Set the data down once more, exactly as it is written.

· · ·

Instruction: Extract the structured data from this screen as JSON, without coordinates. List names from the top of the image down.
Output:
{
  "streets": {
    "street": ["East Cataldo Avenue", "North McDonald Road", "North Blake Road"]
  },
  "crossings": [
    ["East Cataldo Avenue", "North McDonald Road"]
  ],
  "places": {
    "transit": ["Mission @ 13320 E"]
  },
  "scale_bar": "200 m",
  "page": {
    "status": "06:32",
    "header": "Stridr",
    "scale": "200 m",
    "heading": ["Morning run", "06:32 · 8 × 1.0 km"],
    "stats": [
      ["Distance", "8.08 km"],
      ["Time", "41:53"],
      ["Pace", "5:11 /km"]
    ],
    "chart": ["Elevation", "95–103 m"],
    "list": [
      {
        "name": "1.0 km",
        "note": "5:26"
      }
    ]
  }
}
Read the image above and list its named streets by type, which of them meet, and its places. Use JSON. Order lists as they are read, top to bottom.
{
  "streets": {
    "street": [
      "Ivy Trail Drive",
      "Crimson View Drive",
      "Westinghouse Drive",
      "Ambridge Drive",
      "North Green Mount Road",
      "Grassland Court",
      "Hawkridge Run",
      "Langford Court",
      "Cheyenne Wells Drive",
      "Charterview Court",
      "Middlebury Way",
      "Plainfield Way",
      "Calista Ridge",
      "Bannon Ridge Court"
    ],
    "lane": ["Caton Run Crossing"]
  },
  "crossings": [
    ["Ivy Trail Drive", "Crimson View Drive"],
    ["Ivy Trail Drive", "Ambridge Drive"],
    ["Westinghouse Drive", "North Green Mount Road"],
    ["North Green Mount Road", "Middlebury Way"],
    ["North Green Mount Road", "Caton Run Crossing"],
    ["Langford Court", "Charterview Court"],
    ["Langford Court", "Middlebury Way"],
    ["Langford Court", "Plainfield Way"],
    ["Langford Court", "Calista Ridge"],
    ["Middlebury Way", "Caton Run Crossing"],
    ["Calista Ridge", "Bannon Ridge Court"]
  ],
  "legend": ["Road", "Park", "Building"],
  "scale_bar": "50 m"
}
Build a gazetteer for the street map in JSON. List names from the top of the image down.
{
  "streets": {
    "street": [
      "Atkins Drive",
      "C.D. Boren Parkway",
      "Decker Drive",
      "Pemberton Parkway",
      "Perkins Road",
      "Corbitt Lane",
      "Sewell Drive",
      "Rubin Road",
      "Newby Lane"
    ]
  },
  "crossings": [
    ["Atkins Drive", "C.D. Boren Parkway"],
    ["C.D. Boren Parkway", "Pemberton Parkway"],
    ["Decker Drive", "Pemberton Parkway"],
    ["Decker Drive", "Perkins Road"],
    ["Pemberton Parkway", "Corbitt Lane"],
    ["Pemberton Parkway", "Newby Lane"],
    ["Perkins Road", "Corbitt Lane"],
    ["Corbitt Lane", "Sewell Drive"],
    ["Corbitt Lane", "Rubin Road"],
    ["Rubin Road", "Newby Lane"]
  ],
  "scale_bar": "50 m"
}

· · ·

## Task result
Instruction: Extract the structured data from this screen as JSON, without coordinates. List names from the top of the image down.
Output:
{
  "streets": {
    "street": ["East Cataldo Avenue", "North McDonald Road", "North Blake Road"]
  },
  "crossings": [
    ["East Cataldo Avenue", "North McDonald Road"]
  ],
  "places": {
    "transit": ["Mission @ 13320 E"]
  },
  "scale_bar": "200 m",
  "page": {
    "status": "06:32",
    "header": "Stridr",
    "scale": "200 m",
    "heading": ["Morning run", "06:32 · 8 × 1.0 km"],
    "stats": [
      ["Distance", "8.08 km"],
      ["Time", "41:53"],
      ["Pace", "5:11 /km"]
    ],
    "chart": ["Elevation", "95–103 m"],
    "list": [
      {
        "name": "1.0 km",
        "note": "5:26"
      }
    ]
  }
}
Read the image above and list its named streets by type, which of them meet, and its places. Use JSON. Order lists as they are read, top to bottom.
{
  "streets": {
    "street": [
      "Ivy Trail Drive",
      "Crimson View Drive",
      "Westinghouse Drive",
      "Ambridge Drive",
      "North Green Mount Road",
      "Grassland Court",
      "Hawkridge Run",
      "Langford Court",
      "Cheyenne Wells Drive",
      "Charterview Court",
      "Middlebury Way",
      "Plainfield Way",
      "Calista Ridge",
      "Bannon Ridge Court"
    ],
    "lane": ["Caton Run Crossing"]
  },
  "crossings": [
    ["Ivy Trail Drive", "Crimson View Drive"],
    ["Ivy Trail Drive", "Ambridge Drive"],
    ["Westinghouse Drive", "North Green Mount Road"],
    ["North Green Mount Road", "Middlebury Way"],
    ["North Green Mount Road", "Caton Run Crossing"],
    ["Langford Court", "Charterview Court"],
    ["Langford Court", "Middlebury Way"],
    ["Langford Court", "Plainfield Way"],
    ["Langford Court", "Calista Ridge"],
    ["Middlebury Way", "Caton Run Crossing"],
    ["Calista Ridge", "Bannon Ridge Court"]
  ],
  "legend": ["Road", "Park", "Building"],
  "scale_bar": "50 m"
}
Build a gazetteer for the street map in JSON. List names from the top of the image down.
{
  "streets": {
    "street": [
      "Atkins Drive",
      "C.D. Boren Parkway",
      "Decker Drive",
      "Pemberton Parkway",
      "Perkins Road",
      "Corbitt Lane",
      "Sewell Drive",
      "Rubin Road",
      "Newby Lane"
    ]
  },
  "crossings": [
    ["Atkins Drive", "C.D. Boren Parkway"],
    ["C.D. Boren Parkway", "Pemberton Parkway"],
    ["Decker Drive", "Pemberton Parkway"],
    ["Decker Drive", "Perkins Road"],
    ["Pemberton Parkway", "Corbitt Lane"],
    ["Pemberton Parkway", "Newby Lane"],
    ["Perkins Road", "Corbitt Lane"],
    ["Corbitt Lane", "Sewell Drive"],
    ["Corbitt Lane", "Rubin Road"],
    ["Rubin Road", "Newby Lane"]
  ],
  "scale_bar": "50 m"
}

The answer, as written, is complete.